BinaryObject keyAsBinaryObject = cache.get(key).field("key");

cache.put(keyAsBinaryObject, value); // cache.size shuld be 1 but it would be 2

assert cache.size() == 1; //false because right now we have to different key which is wrong
{noformat}
We get two different record instead of one.

Reason:
When we put raw class Key to cache ignite convert it to binary object(literally to a byte array), and then calculate the hash over this byte array and store it to this object.

When we put the raw class Value, the same thing happens, but since we have two references to the same object (subKey) inside Value, deduplication occurs. This means that the first time we meet an object, we save it as it is and remember its location, and then if we meet the same object again instead of saving all their bytes as is, we mark this place as HANDLE and record only the offset at which we can find the saved object.
After that, we try to receive some object(Key) from BinaryObject of Value as a result we don't have a new BinaryObject with a new byte array but instead, we have BinaryObject with same byte array and with offset which shows us where we can find the requested value(Key). And when we try to store this object to cache, ignite does it incorrectly - first of all, byte array contains HANDLE mark with offset instead of real bytes of the inner object what is already wrong but more than it we also calculate hash incorrectly.

Problem:
Right now, Ignite isn't able to store BinaryObject with contains HANDLE. And as I understand, it's not so easy to fix. Maybe it makes sense just explicitly forbid to work with BinaryObject such described above but of course, it is discussable.

Workaround:
we can change the order of field in Value, like this:
{noformat}
public static class Value {       
        private Key key;
        private SubKey subKey;
}
{noformat}
After that subKey would be inlined inside of key and subKey inside of Value would be represented as HANDLE.

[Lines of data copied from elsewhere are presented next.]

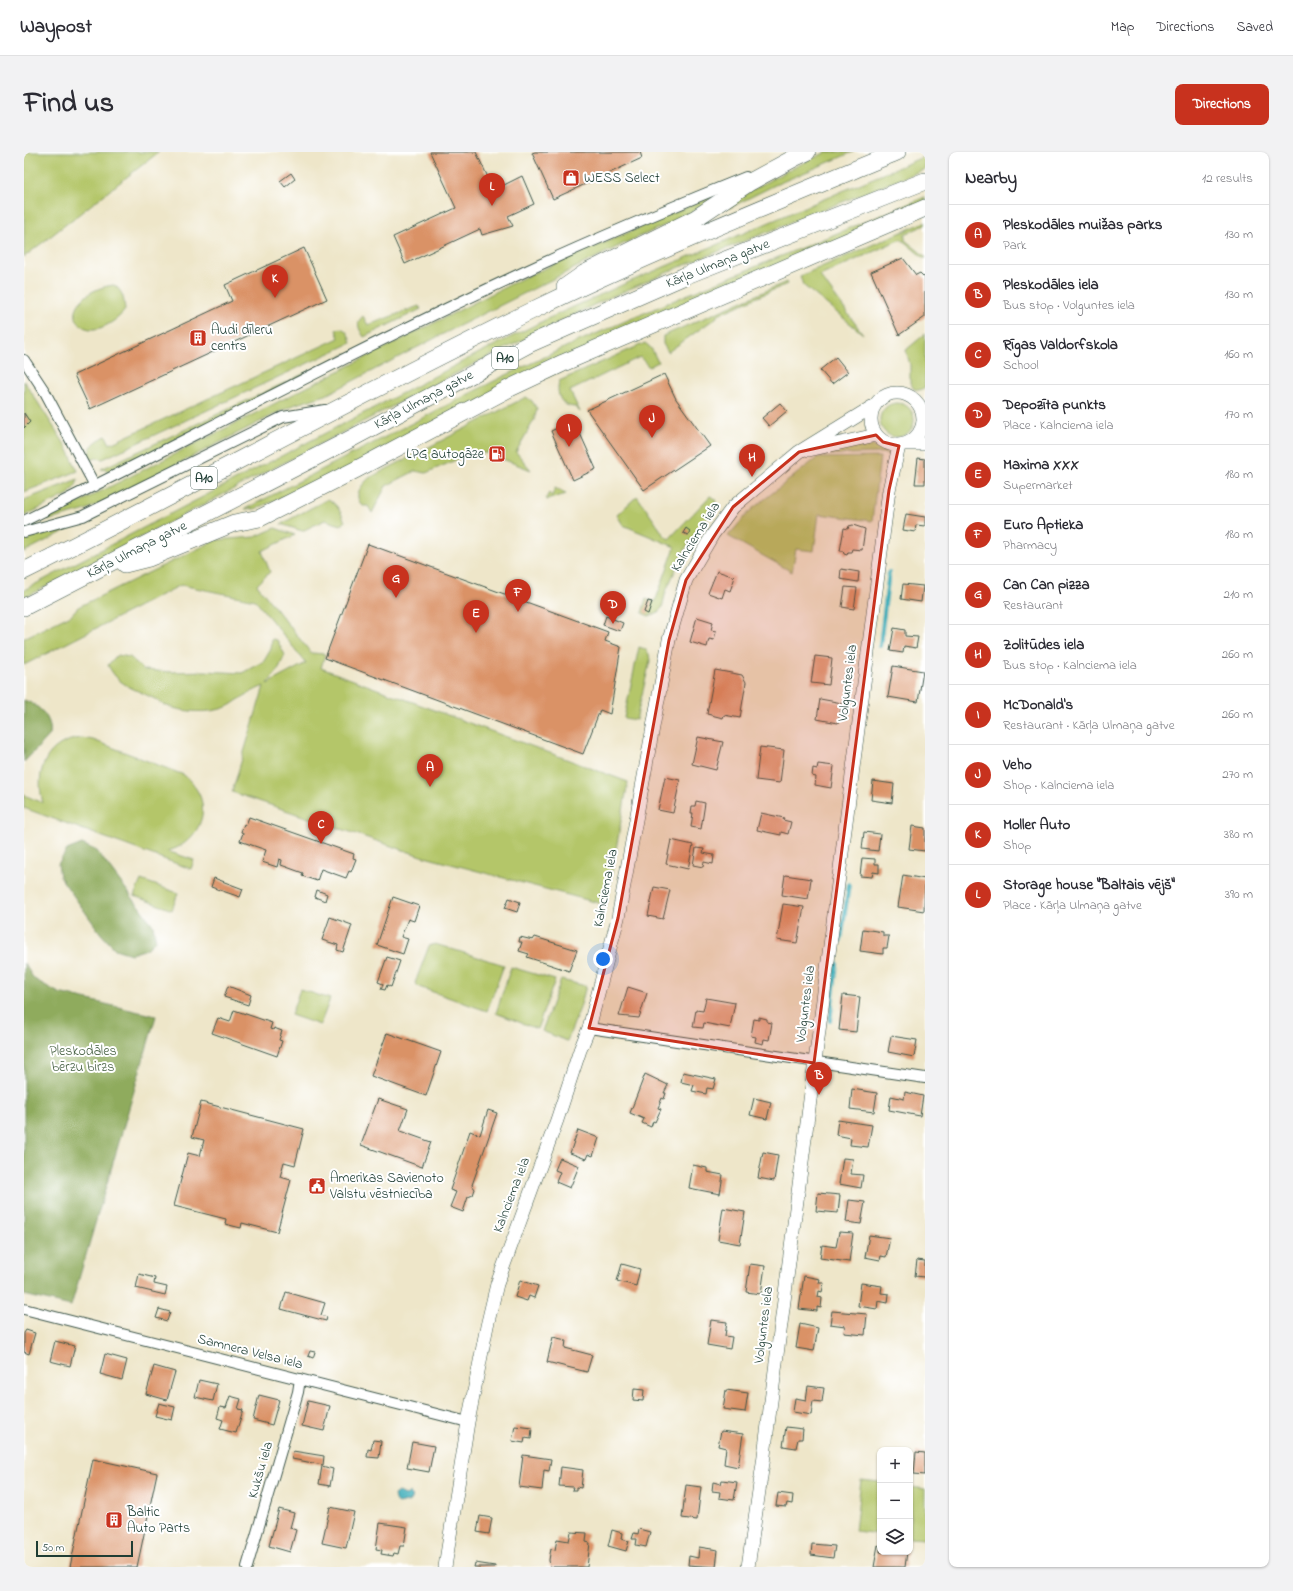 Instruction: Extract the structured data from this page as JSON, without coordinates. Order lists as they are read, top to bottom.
{
  "streets": {
    "highway": ["Kārļa Ulmaņa gatve", "A10"],
    "street": [
      "Kalnciema iela",
      "Volguntes iela",
      "Samnera Velsa iela",
      "Kukšu iela"
    ]
  },
  "crossings": [
    ["Kalnciema iela", "Volguntes iela"],
    ["Kalnciema iela", "Samnera Velsa iela"],
    ["Samnera Velsa iela", "Kukšu iela"]
  ],
  "parks": ["Pleskodāles bērzu birzs"],
  "places": {
    "shop": ["WESS Select"],
    "building": ["Audi dīleru centrs", "Baltic Auto Parts"],
    "fuel station": ["LPG autogāze"],
    "public building": ["Amerikas Savienoto Valstu vēstniecība"]
  },
  "scale_bar": "50 m",
  "page": {
    "header": "Waypost",
    "nav": ["Map", "Directions", "Saved"],
    "title": "Find us",
    "buttons": "Directions",
    "heading": ["Nearby", "12 results"],
    "pins": [
      "L",
      "K",
      "J",
      "I",
      "H",
      "G",
      "F",
      "D",
      "E",
      "A",
      "C",
      "B"
    ],
    "list": [
      {
        "mark": "A",
        "name": "Pleskodāles muižas parks",
        "note": "Park",
        "value": "130 m"
      },
      {
        "mark": "B",
        "name": "Pleskodāles iela",
        "note": "Bus stop · Volguntes iela",
        "value": "130 m"
      },
      {
        "mark": "C",
        "name": "Rīgas Valdorfskola",
        "note": "School",
        "value": "160 m"
      },
      {
        "mark": "D",
        "name": "Depozīta punkts",
        "note": "Place · Kalnciema iela",
        "value": "170 m"
      },
      {
        "mark": "E",
        "name": "Maxima XXX",
        "note": "Supermarket",
        "value": "180 m"
      },
      {
        "mark": "F",
        "name": "Euro Aptieka",
        "note": "Pharmacy",
        "value": "180 m"
      },
      {
        "mark": "G",
        "name": "Can Can pizza",
        "note": "Restaurant",
        "value": "210 m"
      },
      {
        "mark": "H",
        "name": "Zolitūdes iela",
        "note": "Bus stop · Kalnciema iela",
        "value": "260 m"
      },
      {
        "mark": "I",
        "name": "McDonald's",
        "note": "Restaurant · Kārļa Ulmaņa gatve",
        "value": "260 m"
      },
      {
        "mark": "J",
        "name": "Veho",
        "note": "Shop · Kalnciema iela",
        "value": "270 m"
      },
      {
        "mark": "K",
        "name": "Moller Auto",
        "note": "Shop",
        "value": "380 m"
      },
      {
        "mark": "L",
        "name": "Storage house \"Baltais vējš\"",
        "note": "Place · Kārļa Ulmaņa gatve",
        "value": "390 m"
      }
    ],
    "map_buttons": ["+", "−"],
    "scale": "50 m"
  }
}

Also we can rebuild the object such that:
{noformat}
keyAsBinaryObject.toBuilder().build();
{noformat}
During the this procedure all HANDLE would be restored to real objects.

Test which represents this case - org.apache.ignite.internal.processors.cache.IgniteCachePutKeyAttachedBinaryObjectTest#testKeyRefersToSubkeyInValue(After https://issues.apache.org/jira/browse/IGNITE-12911 would be resolved).


  was:
Lets suppose we have two follows classes(Implimentation of SubKey doesn't matter here):
{noformat}
public static class Key {   
        private SubKey subKey;
}

public static class Value {
        private SubKey subKey;
        private Key key;
}
{noformat}
If subKey would be same in Key and Value, and we try to do follows things:
{noformat}
SubKey subKey = new SubKey();
Key key = new Key(subKey);
Value value = new Value(subKey, key);

cache.put(key, value); 

assert cache.size() == 1; //true

BinaryObject keyAsBinaryObject = cache.get(key).field("key");

cache.put(keyAsBinaryObject, value); // cache.size shuld be 1 but it would be 2

assert cache.size() == 1; //false because right now we have to different key which is wrong
{noformat}
We get two different record instead of one.

Reason:
When we put raw class Key to cache ignite convert it to binary object(literally to a byte array), and then calculate the hash over this byte array and store it to this object.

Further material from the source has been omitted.